0

I have XML form data coming in from a vendor app that allows me to select values for fields on the form by using this format.

<?xml version="1.0" encoding="UTF-8" standalone="no"?> 
<xsl:stylesheet version="1.0" xmlns="http://www.w3.org/1999/XSL/Transform" xmlns:diffgr="urn:schemas-microsoft-com:xml-diffgram-v1"
       xmlns:xsl="http://www.w3.org/1999/XSL/Transform" xmlns:xsi="http://www.w3.org/2001/XMLSchema-instance"> 
<xsl:output method="text" /><xsl:template match="/"><xsl:apply-templates/></xsl:template>
<xsl:template match="DataSet/diffgr:diffgram/Forms">

<xsl:for-each select="Form">
  <xsl:value-of select="FieldName1"/>
  <xsl:value-of select="FieldName2"/>
</xsl:for-each>

</xsl:template>
</xsl:stylesheet>

I can't see the XML, but I can surmise from this that all of the fields are siblings within the <form> and looks something like this:

<form>
<CosignerName1 value="John Doe"/>
<CosignerDate1 value="1/1/1970"/>
<CosignerTime1 value="8:46 PM"/>
<CosignerName2 value="Jane Smith"/>
<CosignerDate2 value="2/2/1972"/>
<CosignerTime2 value="11:46 AM"/>
...
<CosignerName12 value="Will Hunting"/>
<CosignerDate12 value="12/12/1982"/>
<CosignerTime12 value="1:00 AM"/>
</form>
<form>
<CosignerName1 value="Bill Thomas"/>
<CosignerDate1 value="5/5/2020"/>
<CosignerTime1 value="8:46 PM"/>
<CosignerName2 value="Bev Poole"/>
<CosignerDate2 value="6/6/2022"/>
<CosignerTime2 value="11:46 AM"/>
...
<CosignerName12 value="Bob Ross"/>
<CosignerDate12 value="12/12/1982"/>
<CosignerTime12 value="1:00 AM"/>
</form>

Known factors:

  • Each form has 12 cosigners, each with numbered field names i.e. CosignerName1, CosignerName2, etc.
  • Each named cosigner also has a CosignerDate and a CosignerTime field associated by number. i.e. CosignerName1 has CosignerDate1 and CosignerTime1 fields that, when combined, show when that user signed the form.
  • I am using the word 'idnum' in my code and in this question to refer to the number at the end of each label that shows they are part of a set i.e CosignerName1, CosignerDate1, and CosignerTime1 all share idnum=1

Goal: Identify and select only the most recent CosignerName, based on CosignerDate and CosignerTime.

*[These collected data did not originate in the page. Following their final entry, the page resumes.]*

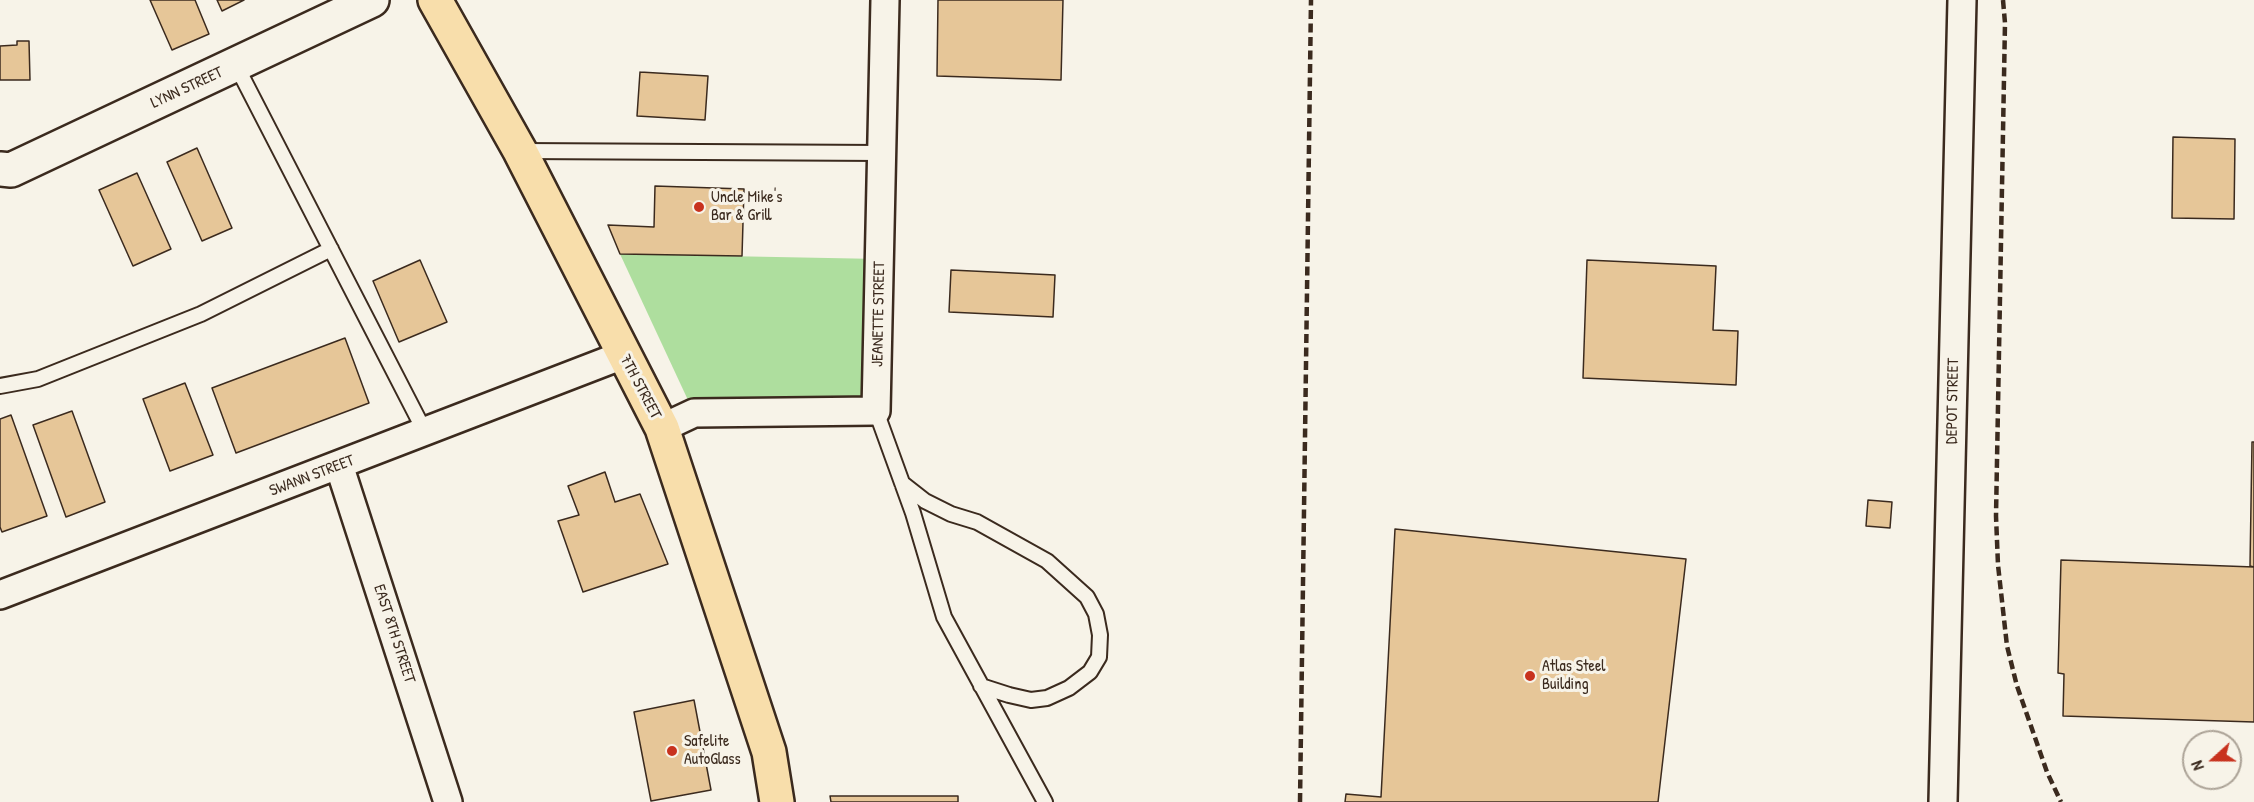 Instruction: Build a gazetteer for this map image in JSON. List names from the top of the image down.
{
  "streets": {
    "main road": ["7TH STREET"],
    "street": [
      "LYNN STREET",
      "JEANETTE STREET",
      "DEPOT STREET",
      "SWANN STREET",
      "EAST 8TH STREET"
    ]
  },
  "crossings": [
    ["7TH STREET", "SWANN STREET"],
    ["SWANN STREET", "EAST 8TH STREET"]
  ],
  "places": ["Uncle Mike's Bar & Grill", "Atlas Steel Building", "Safelite AutoGlass"],
  "north": "left"
}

To do this, I figure I need to:

  1. Find the most recent CosignerDate/CosignerTime combination
  2. Read the label of either of the identified fields to extract the idnum from the end
  3. Use the idnum to to identify the correct CosignerName and output it

I have some pieces of the solution, but no way to bring them together:

Create a Timestamp I can combine a set of CosignerDate[idnum] and CosignerTime[idnum] fields, then translate them into a timestamp. If I could create an array of these timestamps, then I could sort and find the most recent one, but as I understand it XSLT 1.0 doesn't have arrays. So I am not sure what to do with this.

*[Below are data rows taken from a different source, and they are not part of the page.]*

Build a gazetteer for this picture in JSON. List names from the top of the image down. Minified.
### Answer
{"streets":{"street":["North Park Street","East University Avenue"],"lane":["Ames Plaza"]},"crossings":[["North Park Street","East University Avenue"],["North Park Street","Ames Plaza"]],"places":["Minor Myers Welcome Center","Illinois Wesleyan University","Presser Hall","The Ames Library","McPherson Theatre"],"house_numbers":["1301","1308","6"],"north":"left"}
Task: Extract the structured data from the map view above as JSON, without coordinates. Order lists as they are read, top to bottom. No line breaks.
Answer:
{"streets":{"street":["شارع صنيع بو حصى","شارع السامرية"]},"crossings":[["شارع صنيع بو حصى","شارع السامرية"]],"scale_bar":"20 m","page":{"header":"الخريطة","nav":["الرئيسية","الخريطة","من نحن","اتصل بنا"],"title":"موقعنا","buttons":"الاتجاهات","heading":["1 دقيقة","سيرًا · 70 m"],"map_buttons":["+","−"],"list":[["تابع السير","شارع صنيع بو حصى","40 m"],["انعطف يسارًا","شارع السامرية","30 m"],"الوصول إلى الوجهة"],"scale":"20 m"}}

<xsl:variable name="mm" select="substring-before(CosignerDate1,'/')" />
<xsl:variable name="mmyyyy" select="substring-after(CosignerDate1,'/')"/>
<xsl:variable name="dd" select="substring-before($mmyyyy,'/')" />
<xsl:variable name="yyyy" select="substring-after($mmyyyy,'/')" />
<xsl:variable name="ampm" select="substring-after(CosignerTime1,' ')" />
<xsl:variable name="time"> 
  <xsl:choose>
    <xsl:when test="$ampm = 'AM'">
      <xsl:value-of select="number(translate(substring-before(CosignerTime1,' '),':',''))" />
    </xsl:when>
    <xsl:when test="$ampm = 'PM'">
      <xsl:value-of select="number(translate(substring-before(CosignerTime1,' '),':',''))+number('1200')" />
    </xsl:when>
  </xsl:choose>
</xsl:variable>
<xsl:value-of select="concat('Timestamp:',$yyyy,$mm,$dd,$time)"/>

The code above outputs something like: Timestamp:202209191128

Get idnums I can loop through all of the Cosigners and extract the identifying number shared by their labels.

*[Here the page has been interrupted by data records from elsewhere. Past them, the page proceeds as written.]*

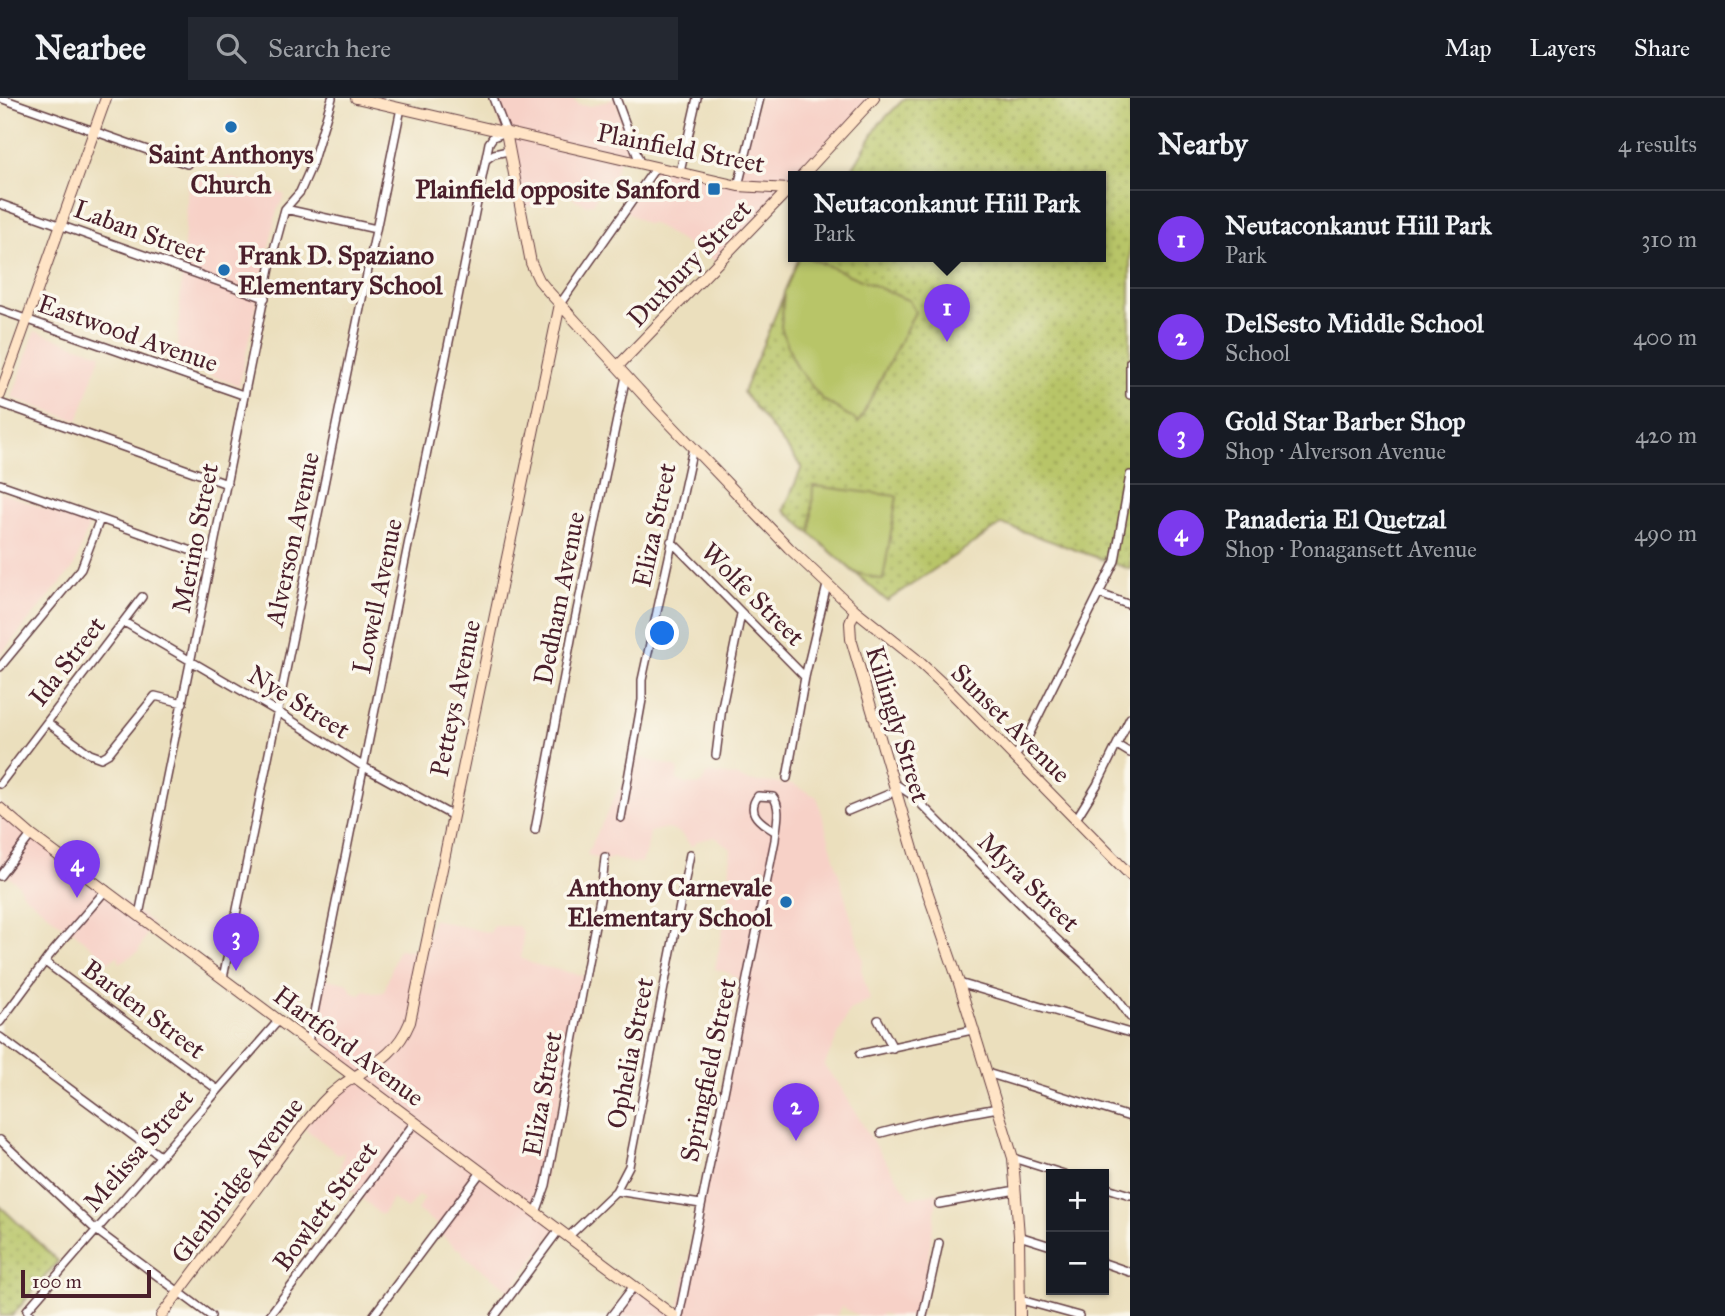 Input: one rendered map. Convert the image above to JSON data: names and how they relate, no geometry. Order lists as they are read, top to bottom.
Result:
{
  "streets": {
    "main road": [
      "Plainfield Street",
      "Duxbury Street",
      "Petteys Avenue",
      "Sunset Avenue",
      "Killingly Street",
      "Hartford Avenue",
      "Glenbridge Avenue"
    ],
    "street": [
      "Laban Street",
      "Eastwood Avenue",
      "Eliza Street",
      "Merino Street",
      "Alverson Avenue",
      "Wolfe Street",
      "Lowell Avenue",
      "Dedham Avenue",
      "Ida Street",
      "Nye Street",
      "Myra Street",
      "Barden Street",
      "Ophelia Street",
      "Springfield Street",
      "Melissa Street",
      "Bowlett Street"
    ]
  },
  "crossings": [
    ["Plainfield Street", "Alverson Avenue"],
    ["Plainfield Street", "Lowell Avenue"],
    ["Laban Street", "Merino Street"],
    ["Eastwood Avenue", "Merino Street"],
    ["Eliza Street", "Wolfe Street"],
    ["Eliza Street", "Hartford Avenue"],
    ["Merino Street", "Nye Street"],
    ["Merino Street", "Hartford Avenue"],
    ["Alverson Avenue", "Nye Street"],
    ["Alverson Avenue", "Hartford Avenue"],
    ["Lowell Avenue", "Nye Street"],
    ["Lowell Avenue", "Hartford Avenue"],
    ["Ida Street", "Nye Street"],
    ["Petteys Avenue", "Nye Street"],
    ["Petteys Avenue", "Hartford Avenue"],
    ["Petteys Avenue", "Glenbridge Avenue"],
    ["Sunset Avenue", "Killingly Street"],
    ["Killingly Street", "Myra Street"],
    ["Barden Street", "Melissa Street"],
    ["Hartford Avenue", "Ophelia Street"],
    ["Hartford Avenue", "Springfield Street"],
    ["Hartford Avenue", "Melissa Street"],
    ["Hartford Avenue", "Glenbridge Avenue"],
    ["Hartford Avenue", "Bowlett Street"]
  ],
  "places": {
    "other": ["Saint Anthonys Church", "Frank D. Spaziano Elementary School", "Anthony Carnevale Elementary School"],
    "transit": ["Plainfield opposite Sanford"]
  },
  "scale_bar": "100 m",
  "page": {
    "header": "Nearbee",
    "search": "Search here",
    "nav": ["Map", "Layers", "Share"],
    "heading": ["Nearby", "4 results"],
    "popup": ["Neutaconkanut Hill Park", "Park"],
    "list": [
      {
        "mark": "1",
        "name": "Neutaconkanut Hill Park",
        "note": "Park",
        "value": "310 m"
      },
      {
        "mark": "2",
        "name": "DelSesto Middle School",
        "note": "School",
        "value": "400 m"
      },
      {
        "mark": "3",
        "name": "Gold Star Barber Shop",
        "note": "Shop · Alverson Avenue",
        "value": "420 m"
      },
      {
        "mark": "4",
        "name": "Panaderia El Quetzal",
        "note": "Shop · Ponagansett Avenue",
        "value": "490 m"
      }
    ],
    "pins": [
      "1",
      "4",
      "3",
      "2"
    ],
    "map_buttons": ["+", "−"],
    "scale": "100 m"
  }
}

<xsl:for-each select="*[starts-with(local-name(), 'CosignerName')]">
  <xsl:variable name="idnum">
    <xsl:value-of select="translate(local-name(),'CosignerName','')" />
  </xsl:variable>
  <xsl:value-of select="$idnum"/>
<xsl:value-of select="','"/>
</xsl:for-each>

This code above outputs something like: 1,4,7,12

But, this is where I get lost.

Failed Attempt I tried something like the code below. The logic was to loop through each Cosigner name (12 iterations), get the idnum from the label, use that to get the CosignerDate and CosignerTime, create a timestamp, then sort the timestamps, if the timestamp we are looking at is the top one (most recent) then use the idnum to select the correct CosignerName and output it.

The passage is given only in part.